He had massive arms, a huge chest and a winning personality, but Leroy Colbert’s bodybuilding career was cut short before he could triumph in major competitions. Fate had decreed instead that he would go on to become one of bodybuilding’s most influential judges and nutritionists’but even more important was the role he played as an inspiration to an entire generation of young physique athletes.
Colbert was born on May 9, 1933, in New York City. After completing high school, the young man began to work for Joe Weider’s organization; he was employed in the warehouse of the Union City, New Jersey, business. Bodybuilding was nowhere as popular or profitable in the early 1950s as it is now, and the future champ recalls making barely enough money to get by each week. But on the positive side he absorbed a lot of the cutting-edge experimentation that was going on at Weider’s offices. Gradually, Leroy built a fine physique with full, beautiful biceps’the first to measure 20 inches.

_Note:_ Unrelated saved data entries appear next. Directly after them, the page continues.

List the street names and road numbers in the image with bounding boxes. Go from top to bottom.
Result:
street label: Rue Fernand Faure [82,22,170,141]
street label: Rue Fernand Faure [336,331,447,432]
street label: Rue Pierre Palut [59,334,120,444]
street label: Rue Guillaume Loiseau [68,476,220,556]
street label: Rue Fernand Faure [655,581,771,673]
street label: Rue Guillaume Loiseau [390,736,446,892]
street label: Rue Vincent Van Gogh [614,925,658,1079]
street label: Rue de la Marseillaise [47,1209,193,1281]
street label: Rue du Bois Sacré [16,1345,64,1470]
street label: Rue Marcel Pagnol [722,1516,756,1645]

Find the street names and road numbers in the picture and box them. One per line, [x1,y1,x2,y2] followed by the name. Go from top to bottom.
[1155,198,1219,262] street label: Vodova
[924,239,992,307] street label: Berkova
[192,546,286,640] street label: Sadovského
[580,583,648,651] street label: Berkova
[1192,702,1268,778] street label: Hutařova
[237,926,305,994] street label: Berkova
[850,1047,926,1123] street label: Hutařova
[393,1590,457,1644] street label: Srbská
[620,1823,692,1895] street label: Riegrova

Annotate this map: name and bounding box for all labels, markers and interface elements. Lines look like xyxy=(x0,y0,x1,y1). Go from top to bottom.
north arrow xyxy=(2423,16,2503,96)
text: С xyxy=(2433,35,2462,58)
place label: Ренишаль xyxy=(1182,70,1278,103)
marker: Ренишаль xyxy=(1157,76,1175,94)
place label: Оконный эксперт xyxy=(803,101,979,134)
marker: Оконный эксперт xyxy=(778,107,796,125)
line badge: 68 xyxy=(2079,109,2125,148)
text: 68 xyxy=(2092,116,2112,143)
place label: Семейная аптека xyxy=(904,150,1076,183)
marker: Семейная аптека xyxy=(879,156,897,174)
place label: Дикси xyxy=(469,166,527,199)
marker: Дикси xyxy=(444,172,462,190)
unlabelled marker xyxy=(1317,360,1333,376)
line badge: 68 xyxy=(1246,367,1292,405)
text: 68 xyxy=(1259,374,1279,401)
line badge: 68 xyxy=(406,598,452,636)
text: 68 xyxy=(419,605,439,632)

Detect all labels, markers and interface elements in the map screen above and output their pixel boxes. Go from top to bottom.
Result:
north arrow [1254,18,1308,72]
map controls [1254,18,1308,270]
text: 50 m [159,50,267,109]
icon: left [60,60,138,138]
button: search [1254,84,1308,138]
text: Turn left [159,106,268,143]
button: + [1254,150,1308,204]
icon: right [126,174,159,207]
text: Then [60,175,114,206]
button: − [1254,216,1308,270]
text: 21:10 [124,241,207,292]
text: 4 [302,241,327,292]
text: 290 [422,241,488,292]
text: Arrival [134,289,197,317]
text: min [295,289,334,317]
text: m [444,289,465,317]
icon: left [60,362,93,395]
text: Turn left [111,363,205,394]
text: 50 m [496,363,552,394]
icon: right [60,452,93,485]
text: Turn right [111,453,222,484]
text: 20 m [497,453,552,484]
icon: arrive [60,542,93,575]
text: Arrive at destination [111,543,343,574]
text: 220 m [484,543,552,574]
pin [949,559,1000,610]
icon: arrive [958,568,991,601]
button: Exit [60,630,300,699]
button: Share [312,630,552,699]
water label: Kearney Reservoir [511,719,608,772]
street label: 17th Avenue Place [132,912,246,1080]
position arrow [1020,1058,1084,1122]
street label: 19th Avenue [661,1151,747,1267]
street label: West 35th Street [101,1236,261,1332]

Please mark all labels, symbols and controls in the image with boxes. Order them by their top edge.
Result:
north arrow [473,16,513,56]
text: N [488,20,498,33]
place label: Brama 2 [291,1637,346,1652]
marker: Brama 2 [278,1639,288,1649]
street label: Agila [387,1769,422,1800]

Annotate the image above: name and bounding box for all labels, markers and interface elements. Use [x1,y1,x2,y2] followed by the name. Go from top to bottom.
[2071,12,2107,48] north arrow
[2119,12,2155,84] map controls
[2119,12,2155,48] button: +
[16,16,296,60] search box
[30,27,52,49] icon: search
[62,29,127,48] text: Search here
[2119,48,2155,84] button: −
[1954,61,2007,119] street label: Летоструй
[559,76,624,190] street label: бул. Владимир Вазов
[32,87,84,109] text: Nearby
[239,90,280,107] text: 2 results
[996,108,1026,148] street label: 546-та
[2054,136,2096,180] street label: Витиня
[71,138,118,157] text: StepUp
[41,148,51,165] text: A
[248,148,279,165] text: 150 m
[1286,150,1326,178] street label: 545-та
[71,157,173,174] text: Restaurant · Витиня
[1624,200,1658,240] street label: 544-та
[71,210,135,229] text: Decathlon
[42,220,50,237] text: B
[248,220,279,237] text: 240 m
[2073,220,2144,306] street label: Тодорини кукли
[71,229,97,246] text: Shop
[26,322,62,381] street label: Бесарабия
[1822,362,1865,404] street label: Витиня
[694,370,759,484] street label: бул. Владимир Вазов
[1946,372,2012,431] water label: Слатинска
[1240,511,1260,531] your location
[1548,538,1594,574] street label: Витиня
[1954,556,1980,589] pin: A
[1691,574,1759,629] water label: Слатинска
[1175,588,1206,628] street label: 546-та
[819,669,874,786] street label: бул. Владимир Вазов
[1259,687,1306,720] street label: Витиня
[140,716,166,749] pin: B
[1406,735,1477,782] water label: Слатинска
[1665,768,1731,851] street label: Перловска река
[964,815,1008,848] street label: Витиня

The young man began competing at the age of 18, when he entered the ’51 Mr. Eastern America. Colbert placed sixth. By the next year he’d won first place at the Mr. New York City contest, a great honor for a mere teenager. He wasn’t so lucky when he tried for the ’52 AAU Mr. America, a notoriously difficult contest for African-Americans to win; Colbert came in 17th, but he did win the Best Arms award.
By 1954 he was in the running to be one of bodybuilding’s greatest stars, but then something happened that would end the young man’s career. He was riding a motorcycle near Laconia, New Jersey, when he was forced to swerve out of the path of an oncoming car. His right foot was caught under the car’s bumper and nearly severed. Colbert survived, but he would never compete again.
Despite his misfortune, Colbert persevered. His picture appeared in many training articles in Weider publications, and given his experience in shipping supplements, he decided to open his own health food business. Later he moved to California, where he opened another business. No matter where he went, Colbert inspired others. One of his greatest fans at the time was Dave Draper. The Blond Bomber remembered Colbert’s arms as being ‘over 20 inches cold, with biceps like grapefruits and triceps like giant horseshoes. For arms like those, I thought, I’d train night and day forever.’ That inspiration is Colbert’s greatest legacy to the sport.